Troubleshooting client exceptions

[Version 8.6.0.5 and later]You can troubleshoot exceptions that occur when a client attempts to complete a transaction.

Procedure

  • Debug TargetNotAvailable exceptions.
    Problem:
    TargetNotAvailableException exceptions occur on the client. A TargetNotAvailableException exception occurs when a client tries to run a transaction against a data grid and fails. For example, ClientA wants to insert key29 into the data grid, MyGrid. The client code hashes key29 to partition 1 of MyGrid, and attempts to route to it. Partition 1 of MyGrid cannot be successfully accessed. ClientA receives a TargetNotAvailableException exception.
    Solution
    Complete the following steps to debug the TargetNotAvailableException exception.
    1. Receiving a TargetNotAvailableException exception can indicate a normal failover condition. For example, during a container server failure, there is a window of time when the failure is detected and shards are promoted and replaced.
    2. A TargetNotAvailableException exception is an umbrella exception for many situations. To debug a TargetNotAvailableException exception, you must review the exception message and chained exceptions. Identify the following parts of a TargetNotAvailableException exception:
      • The Shard identification string (shard ID). The client routes a transaction to a shard, either the primary or replica shard. A shard ID consists of the domain name, the ObjectGrid name, the map set name, and the partition number. The format is domainName:ObjectGridName:MapSetName:Partition. The shard ID can be used when you review the xscmd command output, such as routetable, showPlacement, showMapSizes, and other commands. It can also be used to identify messages in the catalog and container server SystemOut or FFDC logs.
      • The exception message. This message can be another exception, such as an ORB or an XIO transport exception.
      • The chained or cause-by exceptions, which can be an ORB or an XIO exception, an exception that is thrown by WebSphere® eXtreme Scale, or it can be a Java IO exception.
    3. If the client-side log is available, review the log for CWOBJ113 series messages with the same shard ID as the TargetNotAvailableException exception. For example, a CWOBJ1130 message shows the first exception that is encountered by the client. If the request recovers after the request is resent, a CWOBJ1133 message follows. If the request is made again and fails, then a TargetNotAvailableException exception occurs.
    Problem
    Exception org.omg.CORBA.NO_RESPONSE (ORB)

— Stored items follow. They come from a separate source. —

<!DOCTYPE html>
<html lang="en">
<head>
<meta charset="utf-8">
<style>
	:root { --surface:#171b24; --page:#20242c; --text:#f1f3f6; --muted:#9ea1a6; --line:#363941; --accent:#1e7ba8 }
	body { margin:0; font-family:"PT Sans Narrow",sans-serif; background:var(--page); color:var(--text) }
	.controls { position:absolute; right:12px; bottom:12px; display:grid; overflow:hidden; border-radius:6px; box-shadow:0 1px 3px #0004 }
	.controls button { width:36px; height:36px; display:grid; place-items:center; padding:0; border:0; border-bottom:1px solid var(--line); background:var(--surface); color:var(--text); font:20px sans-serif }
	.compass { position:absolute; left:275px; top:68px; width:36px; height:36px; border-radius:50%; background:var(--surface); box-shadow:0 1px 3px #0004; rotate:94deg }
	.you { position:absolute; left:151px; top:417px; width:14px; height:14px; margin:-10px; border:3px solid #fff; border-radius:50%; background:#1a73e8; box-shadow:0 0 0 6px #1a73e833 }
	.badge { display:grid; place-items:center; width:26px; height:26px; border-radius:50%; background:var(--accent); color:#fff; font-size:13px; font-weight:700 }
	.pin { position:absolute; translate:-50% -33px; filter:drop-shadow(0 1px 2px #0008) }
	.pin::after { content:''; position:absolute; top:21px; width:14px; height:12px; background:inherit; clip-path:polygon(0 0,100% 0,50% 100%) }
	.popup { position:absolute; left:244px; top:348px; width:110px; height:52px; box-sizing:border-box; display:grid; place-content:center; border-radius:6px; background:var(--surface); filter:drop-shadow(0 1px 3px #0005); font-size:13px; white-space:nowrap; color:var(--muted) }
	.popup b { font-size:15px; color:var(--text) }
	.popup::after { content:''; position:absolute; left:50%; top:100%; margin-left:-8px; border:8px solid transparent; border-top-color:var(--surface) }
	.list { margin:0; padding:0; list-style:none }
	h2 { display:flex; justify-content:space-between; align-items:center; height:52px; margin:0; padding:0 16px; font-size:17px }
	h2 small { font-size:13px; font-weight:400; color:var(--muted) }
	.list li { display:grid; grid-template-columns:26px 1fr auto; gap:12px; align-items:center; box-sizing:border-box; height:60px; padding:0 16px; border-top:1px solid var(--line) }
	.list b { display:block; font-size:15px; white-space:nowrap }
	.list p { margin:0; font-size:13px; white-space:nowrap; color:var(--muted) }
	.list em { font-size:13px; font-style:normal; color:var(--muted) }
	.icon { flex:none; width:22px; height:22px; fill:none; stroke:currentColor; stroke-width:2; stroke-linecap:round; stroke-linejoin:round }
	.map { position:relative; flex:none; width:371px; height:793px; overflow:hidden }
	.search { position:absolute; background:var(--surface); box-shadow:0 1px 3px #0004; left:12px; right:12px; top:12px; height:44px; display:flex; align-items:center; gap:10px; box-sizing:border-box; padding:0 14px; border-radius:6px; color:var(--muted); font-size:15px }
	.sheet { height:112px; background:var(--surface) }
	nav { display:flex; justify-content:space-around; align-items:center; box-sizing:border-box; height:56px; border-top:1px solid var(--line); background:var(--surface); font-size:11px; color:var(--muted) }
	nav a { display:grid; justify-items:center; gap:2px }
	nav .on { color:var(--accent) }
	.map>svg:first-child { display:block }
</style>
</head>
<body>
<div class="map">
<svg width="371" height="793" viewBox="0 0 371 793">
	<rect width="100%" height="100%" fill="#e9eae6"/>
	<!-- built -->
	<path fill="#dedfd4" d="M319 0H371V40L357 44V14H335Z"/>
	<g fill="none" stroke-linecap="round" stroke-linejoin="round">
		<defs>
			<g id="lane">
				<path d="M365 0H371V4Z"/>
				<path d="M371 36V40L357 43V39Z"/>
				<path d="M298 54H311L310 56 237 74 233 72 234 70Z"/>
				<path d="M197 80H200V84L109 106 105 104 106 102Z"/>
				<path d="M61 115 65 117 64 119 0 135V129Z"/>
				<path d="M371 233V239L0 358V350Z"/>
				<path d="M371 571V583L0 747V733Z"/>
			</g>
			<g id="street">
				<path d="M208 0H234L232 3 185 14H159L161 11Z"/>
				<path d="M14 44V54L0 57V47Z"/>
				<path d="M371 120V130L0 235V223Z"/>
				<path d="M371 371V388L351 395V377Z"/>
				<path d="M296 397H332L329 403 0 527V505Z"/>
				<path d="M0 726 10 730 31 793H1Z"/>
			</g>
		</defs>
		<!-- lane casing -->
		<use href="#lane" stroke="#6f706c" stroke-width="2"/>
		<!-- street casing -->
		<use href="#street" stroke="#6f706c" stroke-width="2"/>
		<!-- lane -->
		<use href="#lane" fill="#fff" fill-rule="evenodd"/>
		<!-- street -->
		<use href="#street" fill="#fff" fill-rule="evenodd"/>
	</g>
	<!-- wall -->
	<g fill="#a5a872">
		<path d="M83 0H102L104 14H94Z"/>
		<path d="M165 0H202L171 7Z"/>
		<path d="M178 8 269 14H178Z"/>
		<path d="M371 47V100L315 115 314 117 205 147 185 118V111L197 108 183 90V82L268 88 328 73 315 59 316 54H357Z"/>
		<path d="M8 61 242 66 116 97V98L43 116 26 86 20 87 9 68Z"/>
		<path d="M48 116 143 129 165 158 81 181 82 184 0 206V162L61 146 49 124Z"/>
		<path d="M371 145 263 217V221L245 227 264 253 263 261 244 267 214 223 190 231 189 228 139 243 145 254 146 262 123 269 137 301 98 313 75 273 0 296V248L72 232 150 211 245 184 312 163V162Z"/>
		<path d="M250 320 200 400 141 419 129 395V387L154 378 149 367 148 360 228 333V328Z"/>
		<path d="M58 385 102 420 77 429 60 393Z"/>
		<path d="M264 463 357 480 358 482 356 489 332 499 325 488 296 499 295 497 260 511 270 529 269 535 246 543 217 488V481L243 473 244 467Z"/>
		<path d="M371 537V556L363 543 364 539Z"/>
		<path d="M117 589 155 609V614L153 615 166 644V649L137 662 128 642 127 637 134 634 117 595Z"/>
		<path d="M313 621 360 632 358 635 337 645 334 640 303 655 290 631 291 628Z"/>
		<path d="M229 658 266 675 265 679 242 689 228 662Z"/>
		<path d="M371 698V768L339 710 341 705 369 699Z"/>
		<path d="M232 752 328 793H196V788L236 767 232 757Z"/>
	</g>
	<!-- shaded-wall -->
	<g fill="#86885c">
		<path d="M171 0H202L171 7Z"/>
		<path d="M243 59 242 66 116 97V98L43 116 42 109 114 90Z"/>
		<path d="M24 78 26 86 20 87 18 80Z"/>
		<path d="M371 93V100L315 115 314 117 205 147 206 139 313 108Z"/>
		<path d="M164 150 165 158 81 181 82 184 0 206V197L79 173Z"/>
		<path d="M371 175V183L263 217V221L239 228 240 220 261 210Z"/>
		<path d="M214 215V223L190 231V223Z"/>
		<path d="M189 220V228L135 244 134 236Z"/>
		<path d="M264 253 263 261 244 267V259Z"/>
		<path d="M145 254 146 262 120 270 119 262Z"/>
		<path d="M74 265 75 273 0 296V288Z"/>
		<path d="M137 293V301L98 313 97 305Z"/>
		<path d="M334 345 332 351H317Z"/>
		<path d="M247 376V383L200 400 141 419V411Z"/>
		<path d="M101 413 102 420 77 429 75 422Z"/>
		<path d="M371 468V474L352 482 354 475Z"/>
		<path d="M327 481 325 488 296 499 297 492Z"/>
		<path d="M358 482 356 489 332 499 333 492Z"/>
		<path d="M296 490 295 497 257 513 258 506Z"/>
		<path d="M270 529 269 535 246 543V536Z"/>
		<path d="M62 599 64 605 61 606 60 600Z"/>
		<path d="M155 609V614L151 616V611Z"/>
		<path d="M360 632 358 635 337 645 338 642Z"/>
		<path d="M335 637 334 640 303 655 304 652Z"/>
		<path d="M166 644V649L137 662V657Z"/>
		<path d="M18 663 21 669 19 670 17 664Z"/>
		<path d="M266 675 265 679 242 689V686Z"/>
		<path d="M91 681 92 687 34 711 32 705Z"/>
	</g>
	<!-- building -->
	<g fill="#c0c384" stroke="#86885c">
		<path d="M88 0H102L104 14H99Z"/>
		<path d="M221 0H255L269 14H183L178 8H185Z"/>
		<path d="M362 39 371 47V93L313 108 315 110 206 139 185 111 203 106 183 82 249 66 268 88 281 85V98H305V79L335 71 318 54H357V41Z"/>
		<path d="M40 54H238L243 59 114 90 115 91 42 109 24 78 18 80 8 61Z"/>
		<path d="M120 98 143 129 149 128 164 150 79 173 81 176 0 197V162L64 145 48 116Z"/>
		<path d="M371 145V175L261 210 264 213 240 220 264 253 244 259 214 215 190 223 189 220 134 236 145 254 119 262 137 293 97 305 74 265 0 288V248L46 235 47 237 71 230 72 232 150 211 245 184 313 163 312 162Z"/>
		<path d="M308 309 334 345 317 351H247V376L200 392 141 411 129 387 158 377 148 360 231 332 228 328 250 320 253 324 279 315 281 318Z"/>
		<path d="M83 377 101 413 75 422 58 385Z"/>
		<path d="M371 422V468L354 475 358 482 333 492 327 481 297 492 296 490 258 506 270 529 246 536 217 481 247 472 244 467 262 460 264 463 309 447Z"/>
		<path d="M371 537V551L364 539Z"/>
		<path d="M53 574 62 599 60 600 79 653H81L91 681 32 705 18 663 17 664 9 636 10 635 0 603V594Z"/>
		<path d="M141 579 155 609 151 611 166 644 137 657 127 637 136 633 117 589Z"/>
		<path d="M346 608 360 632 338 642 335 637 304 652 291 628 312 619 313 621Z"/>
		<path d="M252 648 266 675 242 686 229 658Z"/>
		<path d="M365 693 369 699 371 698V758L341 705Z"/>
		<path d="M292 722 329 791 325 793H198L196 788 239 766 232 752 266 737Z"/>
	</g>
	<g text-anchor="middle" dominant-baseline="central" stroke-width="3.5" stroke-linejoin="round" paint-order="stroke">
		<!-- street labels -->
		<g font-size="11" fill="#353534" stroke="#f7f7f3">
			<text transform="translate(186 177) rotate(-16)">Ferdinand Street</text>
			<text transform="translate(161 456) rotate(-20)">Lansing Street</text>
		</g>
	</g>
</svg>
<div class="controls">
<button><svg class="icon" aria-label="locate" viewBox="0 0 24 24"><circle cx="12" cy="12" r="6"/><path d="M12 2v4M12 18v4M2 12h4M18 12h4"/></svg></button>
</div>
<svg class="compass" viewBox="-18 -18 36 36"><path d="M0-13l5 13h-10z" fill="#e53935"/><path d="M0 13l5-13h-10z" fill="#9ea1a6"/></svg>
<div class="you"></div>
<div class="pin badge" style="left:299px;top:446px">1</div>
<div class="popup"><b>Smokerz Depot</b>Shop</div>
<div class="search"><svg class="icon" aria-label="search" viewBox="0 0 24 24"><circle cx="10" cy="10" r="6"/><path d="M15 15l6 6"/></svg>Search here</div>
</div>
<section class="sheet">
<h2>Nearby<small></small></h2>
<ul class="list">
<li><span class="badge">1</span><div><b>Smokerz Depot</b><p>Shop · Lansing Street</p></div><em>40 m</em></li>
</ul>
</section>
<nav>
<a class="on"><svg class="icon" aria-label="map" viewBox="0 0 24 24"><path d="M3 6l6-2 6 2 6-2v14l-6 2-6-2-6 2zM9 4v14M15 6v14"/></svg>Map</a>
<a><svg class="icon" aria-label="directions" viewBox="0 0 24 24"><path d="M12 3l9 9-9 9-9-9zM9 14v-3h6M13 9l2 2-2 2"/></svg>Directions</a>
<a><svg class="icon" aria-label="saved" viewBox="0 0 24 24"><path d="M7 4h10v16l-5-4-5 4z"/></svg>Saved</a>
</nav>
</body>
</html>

    com.ibm.ws.xsspi.xio.exception.MessageTimeOutException (XIO)

    Solution
    These messages indicate that the transport layer did not determine whether a successful connection was made, and a response did not occur within the configured timeout. Answer the following questions to debug this problem:
    • Are there any network problems that prevent connections? For example, the network is intermittently down; the firewall blocks ports; the DNS service has intermittent problems.
    • Was there a hard failure such as an entire system failure? If the TCP layer did not detect the loss of a system, a NO_RESPONSE or MessageTimeOutException exception can occur.
    • Are there CWOBJ7853W messages that indicate hung threads? Review the log of the container server for which the following actions occurred:
      • Where the CWOBJ1130 message was displayed.
      • Where the xscmd routetable command was run.
    • Do transaction timeouts indicate long running or failing transactions?
    • Is the ORB RequestTimeout or XIO xioTimeout set too low? For example, a time out of 5 seconds or less increases the chances of NO_RESPONSE or MessageTimeOutException especially during server stop or start events.
  • Use the following solutions to troubleshoot the exceptions that are found in the TargetNotAvailableException, which occur when the client cannot connect to the data grid:
    Table 1. Client exceptions and solutions
    Exception Solution
    com.ibm.ws.xsspi.xio.exception.ConnectionRefusedException (XIO)
    org.omg.CORBA.TRANSIENT (ORB)
    org.omg.CORBA.COMM_FAILURE (ORB)
    These messages indicate that the container server was not contacted, and the JVM process is gone. This exception is normally temporary and the remote primary shard fails over to a new location, and the clients are updated. If the clients do not recover, check whether either domain has quorum enabled and whether the system is out of quorum. Use the xscmd command, showQuorumStatus. If the domain is out of quorum, placement changes are not done.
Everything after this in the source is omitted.